## Problem details
Print the complete listing so that it matches the original exactly.

## Material shown
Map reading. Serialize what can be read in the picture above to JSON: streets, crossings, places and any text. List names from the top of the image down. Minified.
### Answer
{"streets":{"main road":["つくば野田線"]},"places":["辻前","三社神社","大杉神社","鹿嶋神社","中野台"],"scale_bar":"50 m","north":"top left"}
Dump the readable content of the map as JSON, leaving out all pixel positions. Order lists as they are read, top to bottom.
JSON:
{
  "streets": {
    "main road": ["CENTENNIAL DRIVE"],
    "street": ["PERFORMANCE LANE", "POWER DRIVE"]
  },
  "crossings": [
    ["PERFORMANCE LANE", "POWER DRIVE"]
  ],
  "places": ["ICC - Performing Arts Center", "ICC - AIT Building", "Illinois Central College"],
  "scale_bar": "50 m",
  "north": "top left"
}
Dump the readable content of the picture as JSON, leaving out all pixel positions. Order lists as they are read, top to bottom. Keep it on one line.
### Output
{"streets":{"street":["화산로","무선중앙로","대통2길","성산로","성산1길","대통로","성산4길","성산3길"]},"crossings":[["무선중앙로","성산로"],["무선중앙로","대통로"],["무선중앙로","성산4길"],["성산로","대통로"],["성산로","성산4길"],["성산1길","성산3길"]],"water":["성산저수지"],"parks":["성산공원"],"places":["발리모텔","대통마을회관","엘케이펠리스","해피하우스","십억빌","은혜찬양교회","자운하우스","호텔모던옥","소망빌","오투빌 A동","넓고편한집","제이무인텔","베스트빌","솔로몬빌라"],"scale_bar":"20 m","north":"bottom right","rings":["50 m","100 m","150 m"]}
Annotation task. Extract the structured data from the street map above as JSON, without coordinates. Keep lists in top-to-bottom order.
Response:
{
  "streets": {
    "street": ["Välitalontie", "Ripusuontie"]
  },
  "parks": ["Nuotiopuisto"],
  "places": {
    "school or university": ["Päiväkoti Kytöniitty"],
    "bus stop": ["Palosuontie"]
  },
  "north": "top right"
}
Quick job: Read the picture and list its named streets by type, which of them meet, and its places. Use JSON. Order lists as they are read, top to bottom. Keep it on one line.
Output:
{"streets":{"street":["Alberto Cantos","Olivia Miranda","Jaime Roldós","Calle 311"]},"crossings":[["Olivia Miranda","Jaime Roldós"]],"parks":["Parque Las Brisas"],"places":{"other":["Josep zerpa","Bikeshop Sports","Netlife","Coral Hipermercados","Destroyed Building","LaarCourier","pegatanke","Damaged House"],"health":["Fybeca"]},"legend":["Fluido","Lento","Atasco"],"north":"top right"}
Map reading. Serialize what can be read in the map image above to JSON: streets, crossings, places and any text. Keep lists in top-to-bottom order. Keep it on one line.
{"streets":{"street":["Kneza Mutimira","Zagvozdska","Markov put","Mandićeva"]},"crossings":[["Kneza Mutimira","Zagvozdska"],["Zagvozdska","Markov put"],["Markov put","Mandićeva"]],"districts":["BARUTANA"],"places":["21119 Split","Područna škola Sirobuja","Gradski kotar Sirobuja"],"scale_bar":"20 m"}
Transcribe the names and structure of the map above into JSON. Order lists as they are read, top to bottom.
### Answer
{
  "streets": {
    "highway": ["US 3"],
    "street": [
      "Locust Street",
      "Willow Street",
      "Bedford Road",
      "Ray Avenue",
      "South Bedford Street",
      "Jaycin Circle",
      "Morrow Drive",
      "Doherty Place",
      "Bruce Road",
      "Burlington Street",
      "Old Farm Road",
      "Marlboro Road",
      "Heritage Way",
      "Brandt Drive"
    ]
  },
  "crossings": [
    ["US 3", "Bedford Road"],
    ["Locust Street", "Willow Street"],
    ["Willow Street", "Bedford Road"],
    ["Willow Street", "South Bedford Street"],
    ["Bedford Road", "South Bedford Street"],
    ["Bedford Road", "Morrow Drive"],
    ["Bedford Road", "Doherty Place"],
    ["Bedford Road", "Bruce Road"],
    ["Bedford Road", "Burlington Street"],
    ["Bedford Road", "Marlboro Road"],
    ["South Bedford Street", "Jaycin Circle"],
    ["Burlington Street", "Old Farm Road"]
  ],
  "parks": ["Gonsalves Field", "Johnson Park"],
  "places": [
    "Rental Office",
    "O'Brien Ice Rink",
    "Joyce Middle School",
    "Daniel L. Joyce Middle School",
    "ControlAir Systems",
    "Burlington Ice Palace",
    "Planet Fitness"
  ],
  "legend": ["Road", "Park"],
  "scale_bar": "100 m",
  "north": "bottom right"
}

## Exercise solution
Map reading. Serialize what can be read in the picture above to JSON: streets, crossings, places and any text. List names from the top of the image down. Minified.
### Answer
{"streets":{"main road":["つくば野田線"]},"places":["辻前","三社神社","大杉神社","鹿嶋神社","中野台"],"scale_bar":"50 m","north":"top left"}
Dump the readable content of the map as JSON, leaving out all pixel positions. Order lists as they are read, top to bottom.
JSON:
{
  "streets": {
    "main road": ["CENTENNIAL DRIVE"],
    "street": ["PERFORMANCE LANE", "POWER DRIVE"]
  },
  "crossings": [
    ["PERFORMANCE LANE", "POWER DRIVE"]
  ],
  "places": ["ICC - Performing Arts Center", "ICC - AIT Building", "Illinois Central College"],
  "scale_bar": "50 m",
  "north": "top left"
}
Dump the readable content of the picture as JSON, leaving out all pixel positions. Order lists as they are read, top to bottom. Keep it on one line.
### Output
{"streets":{"street":["화산로","무선중앙로","대통2길","성산로","성산1길","대통로","성산4길","성산3길"]},"crossings":[["무선중앙로","성산로"],["무선중앙로","대통로"],["무선중앙로","성산4길"],["성산로","대통로"],["성산로","성산4길"],["성산1길","성산3길"]],"water":["성산저수지"],"parks":["성산공원"],"places":["발리모텔","대통마을회관","엘케이펠리스","해피하우스","십억빌","은혜찬양교회","자운하우스","호텔모던옥","소망빌","오투빌 A동","넓고편한집","제이무인텔","베스트빌","솔로몬빌라"],"scale_bar":"20 m","north":"bottom right","rings":["50 m","100 m","150 m"]}
Annotation task. Extract the structured data from the street map above as JSON, without coordinates. Keep lists in top-to-bottom order.
Response:
{
  "streets": {
    "street": ["Välitalontie", "Ripusuontie"]
  },
  "parks": ["Nuotiopuisto"],
  "places": {
    "school or university": ["Päiväkoti Kytöniitty"],
    "bus stop": ["Palosuontie"]
  },
  "north": "top right"
}
Quick job: Read the picture and list its named streets by type, which of them meet, and its places. Use JSON. Order lists as they are read, top to bottom. Keep it on one line.
Output:
{"streets":{"street":["Alberto Cantos","Olivia Miranda","Jaime Roldós","Calle 311"]},"crossings":[["Olivia Miranda","Jaime Roldós"]],"parks":["Parque Las Brisas"],"places":{"other":["Josep zerpa","Bikeshop Sports","Netlife","Coral Hipermercados","Destroyed Building","LaarCourier","pegatanke","Damaged House"],"health":["Fybeca"]},"legend":["Fluido","Lento","Atasco"],"north":"top right"}
Map reading. Serialize what can be read in the map image above to JSON: streets, crossings, places and any text. Keep lists in top-to-bottom order. Keep it on one line.
{"streets":{"street":["Kneza Mutimira","Zagvozdska","Markov put","Mandićeva"]},"crossings":[["Kneza Mutimira","Zagvozdska"],["Zagvozdska","Markov put"],["Markov put","Mandićeva"]],"districts":["BARUTANA"],"places":["21119 Split","Područna škola Sirobuja","Gradski kotar Sirobuja"],"scale_bar":"20 m"}
Transcribe the names and structure of the map above into JSON. Order lists as they are read, top to bottom.
### Answer
{
  "streets": {
    "highway": ["US 3"],
    "street": [
      "Locust Street",
      "Willow Street",
      "Bedford Road",
      "Ray Avenue",
      "South Bedford Street",
      "Jaycin Circle",
      "Morrow Drive",
      "Doherty Place",
      "Bruce Road",
      "Burlington Street",
      "Old Farm Road",
      "Marlboro Road",
      "Heritage Way",
      "Brandt Drive"
    ]
  },
  "crossings": [
    ["US 3", "Bedford Road"],
    ["Locust Street", "Willow Street"],
    ["Willow Street", "Bedford Road"],
    ["Willow Street", "South Bedford Street"],
    ["Bedford Road", "South Bedford Street"],
    ["Bedford Road", "Morrow Drive"],
    ["Bedford Road", "Doherty Place"],
    ["Bedford Road", "Bruce Road"],
    ["Bedford Road", "Burlington Street"],
    ["Bedford Road", "Marlboro Road"],
    ["South Bedford Street", "Jaycin Circle"],
    ["Burlington Street", "Old Farm Road"]
  ],
  "parks": ["Gonsalves Field", "Johnson Park"],
  "places": [
    "Rental Office",
    "O'Brien Ice Rink",
    "Joyce Middle School",
    "Daniel L. Joyce Middle School",
    "ControlAir Systems",
    "Burlington Ice Palace",
    "Planet Fitness"
  ],
  "legend": ["Road", "Park"],
  "scale_bar": "100 m",
  "north": "bottom right"
}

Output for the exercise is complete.